Des dizaines de nouveaux opérateurs aspirent depuis mercredi à la succession du 12. Proposant tous un annuaire universel, ils tentent de se démarquer par des services à valeur ajoutée. Au risque de déstabiliser le consommateur.
Le 12 vit ses dernières heures, ou plus exactement ses derniers mois. Et il faudrait presque inventer un service de renseignement dédié pour s'y retrouver dans cette myriade de nouveaux numéros qui aspirent, depuis mercredi après-midi, à sa succession. Conséquence de la libéralisation du marché des renseignements, une trentaine de sociétés, qu'elles soient spécialistes des annuaires, opérateurs de téléphonie mobile ou fournisseurs d'accès à Internet, se disputent un marché de 300 millions d'appels par an. Le but, selon l'Arcep, le gendarme des télécoms, est d'offrir plus de choix au consommateur. Au risque de le déstabiliser car il y aura au total 57 numéros permettant d'accéder aux mêmes services de base. L'Arcep, qui ne l'ignore pas, s'est d'ailleurs fendu d'un site Internet avec tableau comparatif.
Seul point commun de ces nouveaux numéros : leurs trois premiers chiffres. Comme dans plusieurs pays européens, ils débutent par 118, suivis de trois chiffres personnalisés, qui peuvent être composés indifféremment depuis un poste fixe ou mobile. France Télécom, par exemple, a choisi le 118 712. Les PagesJaunes seront joignables au 118 008. L'allemand Telegate et le britannique Le Numéro ont préféré, eux, le 118 000 et le 118 218. Alors que Bottin joue le décalage, avec son 118 007. Côté services, tous donnent accès à l'annuaire universel, qui comprend désormais les numéros de téléphone fixe des particuliers et des professionnels, les numéros mobiles, les numéros de type 087 attribués par les FAI et ceux en 08 des services gratuits ou payants.
Entre ces services, la différence se fait pour l'heure principalement sur le prix. Ce qui promet une belle pagaille, car les tarifs sont truffés de mauvaises surprises. Le 12 avait le mérite d'être simple. L'appel était facturé 90 centimes, la mise en relation 15 centimes et la communication décomptée au tarif habituel de France Télécom. Désormais, tout change. Chez Le Numéro, on facture 90 centimes tout compris, pourvu que l'appel dure moins de 20 minutes et soit passé depuis un poste fixe. En provenance d'un mobile, il faut compter 1,10 euro l'appel et 10 centimes la minute (exemple chez SFR). Chez PagesJaunes, on retrouve la même différence de tarifs fixe/mobile. Mais ici, la mise en relation reste facturée. Chez France Télécom, on facture 1,12 euro l'appel, hors coût des communications, et ce pour trois renseignements maximum. Chez Telegate, on ne surtaxe pas les services additionnels (annuaire inversé par exemple), mais c'est 96 centimes la minute, puis 22 centimes la minute après la mise en relation.

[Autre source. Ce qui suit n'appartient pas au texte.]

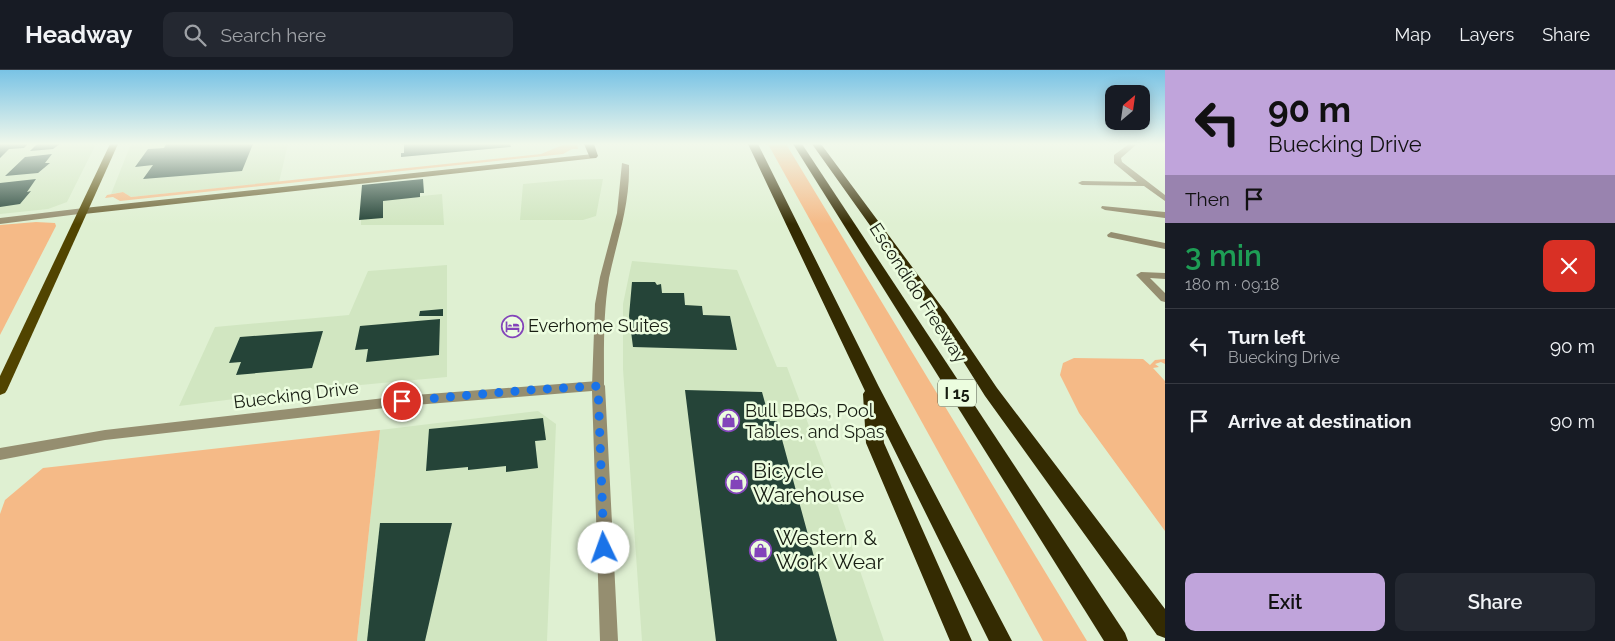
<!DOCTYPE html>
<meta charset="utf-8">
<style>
body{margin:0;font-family:Raleway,sans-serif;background:#242831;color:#f1f3f6;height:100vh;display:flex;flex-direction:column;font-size:19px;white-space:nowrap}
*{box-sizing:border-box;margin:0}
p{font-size:16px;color:#9ea1a6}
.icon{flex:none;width:28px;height:28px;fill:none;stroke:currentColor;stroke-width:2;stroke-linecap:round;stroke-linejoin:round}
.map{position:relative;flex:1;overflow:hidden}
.drawer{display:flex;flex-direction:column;background:#171b24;width:450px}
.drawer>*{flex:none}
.banner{background:#c0a4db;color:#111;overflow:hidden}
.needle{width:32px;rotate:29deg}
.buttons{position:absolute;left:1105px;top:15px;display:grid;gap:10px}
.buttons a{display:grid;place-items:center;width:45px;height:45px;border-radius:10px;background:#171b24;box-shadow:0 2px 12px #0003;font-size:25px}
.pin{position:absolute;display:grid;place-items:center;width:42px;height:42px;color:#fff;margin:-21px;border:2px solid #fff;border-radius:50%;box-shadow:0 1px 5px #0007}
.me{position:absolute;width:55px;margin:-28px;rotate:357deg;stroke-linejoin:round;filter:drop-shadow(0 0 4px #0008)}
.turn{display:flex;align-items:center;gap:18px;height:105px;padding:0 20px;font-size:22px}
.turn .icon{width:65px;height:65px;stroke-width:2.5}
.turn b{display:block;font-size:35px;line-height:42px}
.then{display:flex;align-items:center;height:48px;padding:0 20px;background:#0003;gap:10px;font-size:19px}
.round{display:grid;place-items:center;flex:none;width:52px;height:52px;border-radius:10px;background:#242831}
.summary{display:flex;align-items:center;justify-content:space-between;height:85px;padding:0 20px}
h1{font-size:30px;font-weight:600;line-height:38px;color:#1e9e55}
.action{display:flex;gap:10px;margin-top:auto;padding:10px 20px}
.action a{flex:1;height:58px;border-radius:10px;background:#c0a4db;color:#111;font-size:20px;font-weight:600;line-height:58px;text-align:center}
.action a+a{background:#242831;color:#f1f3f6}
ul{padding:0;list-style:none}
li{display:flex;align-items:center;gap:15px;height:75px;padding:0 20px;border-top:1px solid #363941}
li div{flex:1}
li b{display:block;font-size:19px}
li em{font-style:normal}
header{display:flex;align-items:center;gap:30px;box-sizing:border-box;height:70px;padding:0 25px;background:#171b24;border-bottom:1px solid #363941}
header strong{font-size:24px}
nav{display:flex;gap:28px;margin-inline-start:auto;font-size:18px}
.search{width:350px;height:45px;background:#242831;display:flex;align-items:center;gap:12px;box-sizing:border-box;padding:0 18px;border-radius:10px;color:#9ea1a6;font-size:19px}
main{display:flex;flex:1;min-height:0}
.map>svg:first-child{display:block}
.built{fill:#d1e6c1}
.green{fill:#f5ba87}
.building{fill:#254438}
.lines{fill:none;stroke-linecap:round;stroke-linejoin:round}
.minor{fill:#958e70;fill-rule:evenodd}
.tertiary{fill:#958e70;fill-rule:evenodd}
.secondary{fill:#6d6335;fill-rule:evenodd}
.primary{fill:#514400;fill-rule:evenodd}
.motorway{fill:#342b02;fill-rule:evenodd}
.route{stroke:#1a73e8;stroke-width:9;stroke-dasharray:0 16.2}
.labels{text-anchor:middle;stroke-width:5;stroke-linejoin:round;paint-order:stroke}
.shield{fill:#ecfddf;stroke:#586150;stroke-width:1}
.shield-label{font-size:16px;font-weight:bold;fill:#181e13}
.street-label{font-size:18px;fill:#181e13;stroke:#ecfddf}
.poi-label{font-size:18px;fill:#181e13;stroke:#ecfddf;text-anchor:start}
.near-poi-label{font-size:21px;fill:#181e13;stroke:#ecfddf;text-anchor:start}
</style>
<header>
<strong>Headway</strong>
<div class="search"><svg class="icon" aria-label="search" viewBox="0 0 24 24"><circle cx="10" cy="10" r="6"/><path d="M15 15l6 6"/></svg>Search here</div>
<nav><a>Map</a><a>Layers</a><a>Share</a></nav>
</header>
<main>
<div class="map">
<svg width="1165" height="571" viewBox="0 0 1165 571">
<rect width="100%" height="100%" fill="#dff0d2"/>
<g class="built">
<polygon points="0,74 96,74 67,132 48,139 0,144"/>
<polygon points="131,74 288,74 279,112 131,127 123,122 111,124"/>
<polygon points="603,109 596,146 583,150 520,150 523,114 567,110"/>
<polygon points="442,124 444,155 361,155 361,132"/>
<polygon points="632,191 737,200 777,297 787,297 828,407 884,571 642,571 623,299 623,234"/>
<polygon points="447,195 447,307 306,320 179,336 215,257 349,245 368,201"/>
<polygon points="538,341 556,354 547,571 357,571 380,360"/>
</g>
<g class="green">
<polygon points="565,74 577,74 578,79 572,79 563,84 120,131 113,127 105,128 107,125 123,122 131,127 541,84"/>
<polygon points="768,74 786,74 1087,571 1043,571"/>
<polygon points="36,152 55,153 56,156 0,265 0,155"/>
<polygon points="1074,288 1143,289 1150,295 1155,290 1165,289 1165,294 1161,292 1155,294 1159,297 1153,298 1165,311 1165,461 1079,343 1060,305 1063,293"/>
<polygon points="380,360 357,571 0,571 0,444 5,430 43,398"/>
</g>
<g class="building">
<polygon points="0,74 28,74 24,78 9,79 0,88"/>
<polygon points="37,74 60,74 53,79 30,81"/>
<polygon points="166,74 253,74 242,101 143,109 153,95 135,97 148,79 164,78"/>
<polygon points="404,74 510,74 511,77 401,87 401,83 404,83"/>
<polygon points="52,84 45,93 50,93 38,103 5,106 25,87"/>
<polygon points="36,109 27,122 31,121 20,134 0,137 0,113"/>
<polygon points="423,109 424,123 420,123 420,127 383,131 383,148 359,150 362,115"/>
<polygon points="632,212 655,212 657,215 661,214 662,223 684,223 685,235 702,236 703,245 730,246 737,280 633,277 629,246"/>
<polygon points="443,239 443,246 419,246 420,241"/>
<polygon points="440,249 439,285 366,292 368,279 355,280 360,256"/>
<polygon points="323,261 312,298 236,305 241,292 229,293 240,267"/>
<polygon points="685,320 762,322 770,351 777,351 837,571 716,571"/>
<polygon points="543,348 546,370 535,371 538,398 506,402 506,396 468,400 468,397 426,401 429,359"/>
<polygon points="380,453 452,453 425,571 367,571"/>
</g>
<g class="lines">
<g class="minor">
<polygon points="1129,74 1137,74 1121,88 1122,92 1165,125 1165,131 1144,116 1082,115 1078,113 1082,111 1137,112 1114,93 1114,85"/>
<path d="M 622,93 L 629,95 C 630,135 617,170 609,208 C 603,244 604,280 604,316 L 598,320 L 592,316 L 595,234 L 600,207 L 617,143 Z"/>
<polygon points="1102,136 1165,142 1165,148 1105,140 1101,138"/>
<polygon points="1111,162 1165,173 1165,179 1108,167 1107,165"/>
<polygon points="1141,202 1165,203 1165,209 1150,208 1165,223 1165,232 1161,231 1138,207 1136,205"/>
</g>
<g class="tertiary">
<polygon points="84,138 87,139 87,143 0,154 0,148"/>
<polygon points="598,311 603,313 605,316 618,571 600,571 592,321 402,336 105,370 0,390 0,378 105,360 402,326"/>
</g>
<polygon class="secondary" points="593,84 597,86 596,88 84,144 79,141 84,138"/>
<polygon class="primary" points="110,74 118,74 7,320 5,323 0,325 0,306"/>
<g class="motorway">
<polygon points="584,74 594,74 598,86 596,88 590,88"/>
<polygon points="748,74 758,74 879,317 1012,571 989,571 882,355 884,373 972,571 950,571 866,373 863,324 865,321"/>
<polygon points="793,74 802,74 1125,563 1128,571 1104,571"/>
<polygon points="812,74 821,74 947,244 997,318 1165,539 1165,568 1157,565 985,326 936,248"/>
</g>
</g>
<linearGradient id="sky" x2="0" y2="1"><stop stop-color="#79c3e5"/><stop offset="0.48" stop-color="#f1f8eb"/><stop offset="1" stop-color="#f1f8eb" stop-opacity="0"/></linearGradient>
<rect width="1165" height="154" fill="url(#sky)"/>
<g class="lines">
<polyline class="route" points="402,331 529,320 598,316 604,478"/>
</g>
<defs>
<symbol id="hotel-ring" viewBox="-11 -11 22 22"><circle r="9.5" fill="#ecfddf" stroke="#8344ba" stroke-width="1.5"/><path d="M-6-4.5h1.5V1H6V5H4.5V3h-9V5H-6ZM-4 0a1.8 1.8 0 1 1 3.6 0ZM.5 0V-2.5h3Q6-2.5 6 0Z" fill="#8344ba"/></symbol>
<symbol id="shop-ring" viewBox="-11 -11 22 22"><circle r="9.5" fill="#ecfddf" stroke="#8344ba" stroke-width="1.5"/><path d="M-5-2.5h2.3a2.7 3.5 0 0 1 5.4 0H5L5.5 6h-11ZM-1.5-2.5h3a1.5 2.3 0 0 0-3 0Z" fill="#8344ba"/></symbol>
</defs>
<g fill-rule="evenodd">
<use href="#hotel-ring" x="500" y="244" width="25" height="25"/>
<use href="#shop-ring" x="716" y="338" width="25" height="25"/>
<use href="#shop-ring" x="724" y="400" width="25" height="25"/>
<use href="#shop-ring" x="748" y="468" width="25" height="25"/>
</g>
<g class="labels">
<rect class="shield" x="938" y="309.5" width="38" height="27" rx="4"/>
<g class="shield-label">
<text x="957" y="329">I 15</text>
</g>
<g class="street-label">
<text transform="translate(918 223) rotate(57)" y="6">Escondido Freeway</text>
<text transform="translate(296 325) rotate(-7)" y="6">Buecking Drive</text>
</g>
<g class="poi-label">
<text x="528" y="262">Everhome Suites</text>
<text x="745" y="347">Bull BBQs, Pool<tspan x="745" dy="21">Tables, and Spas</tspan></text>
</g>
<g class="near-poi-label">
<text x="753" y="408">Bicycle<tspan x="753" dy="24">Warehouse</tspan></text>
<text x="776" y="475">Western &amp;<tspan x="776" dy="24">Work Wear</tspan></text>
</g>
</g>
</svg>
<div class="buttons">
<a><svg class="needle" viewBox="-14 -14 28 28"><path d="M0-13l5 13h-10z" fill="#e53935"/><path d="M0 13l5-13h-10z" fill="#9ea1a6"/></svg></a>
</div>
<div class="pin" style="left:402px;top:331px;background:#d93025"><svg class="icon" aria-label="arrive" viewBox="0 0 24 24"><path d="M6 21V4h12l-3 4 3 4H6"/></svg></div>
<svg class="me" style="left:604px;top:478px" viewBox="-20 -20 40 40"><circle r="19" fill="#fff"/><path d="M0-13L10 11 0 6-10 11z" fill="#1a73e8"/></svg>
</div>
<section class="drawer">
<div class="banner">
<div class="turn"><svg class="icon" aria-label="left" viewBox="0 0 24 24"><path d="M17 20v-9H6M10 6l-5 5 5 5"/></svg><div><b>90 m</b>Buecking Drive</div></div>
<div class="then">Then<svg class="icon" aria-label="arrive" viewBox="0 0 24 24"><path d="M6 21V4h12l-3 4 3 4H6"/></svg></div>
</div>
<div class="summary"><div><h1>3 min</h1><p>180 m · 09:18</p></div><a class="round" style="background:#d93025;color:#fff"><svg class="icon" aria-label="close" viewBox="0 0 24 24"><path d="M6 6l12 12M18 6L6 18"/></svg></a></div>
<ul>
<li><svg class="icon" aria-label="left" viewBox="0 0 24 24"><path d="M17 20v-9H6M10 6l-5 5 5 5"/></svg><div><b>Turn left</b><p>Buecking Drive</p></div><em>90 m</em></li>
<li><svg class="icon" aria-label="arrive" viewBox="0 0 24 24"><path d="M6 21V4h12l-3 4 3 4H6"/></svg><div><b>Arrive at destination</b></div><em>90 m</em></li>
</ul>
<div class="action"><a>Exit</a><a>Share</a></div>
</section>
</main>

Mais les nouveaux numéros n'en resteront pas là. Les sociétés sont en effet libres d'intégrer d'autres services "à valeur ajoutée". Les renseignements internationaux, par exemple, ne se retrouvent pas chez tous les opérateurs. A terme, les 118 pourront s'essayer à la recherche d'horaires de train et de cinéma, l'envoi de renseignements par SMS ou l'orientation vers le boulanger le plus proche, grâce au GPS. Très critique vis à vis de cet éclatement de marché, l'UFC-Que Choisir réitère auprès de l'Arcep sa demande d'obliger les sociétés à réserver certains numéros aux renseignements de base, et d'autres aux services à valeur ajoutée. Et cite l'exemple de l'Angleterre, où « les consommateurs perdus et excédés par l'attitude des annuairistes appellent de moins en moins le service de renseignement universel ». L'association appelle donc les consommateurs à n'utiliser que le 12 jusqu'à sa disparition le 3 avril, après une période de transition.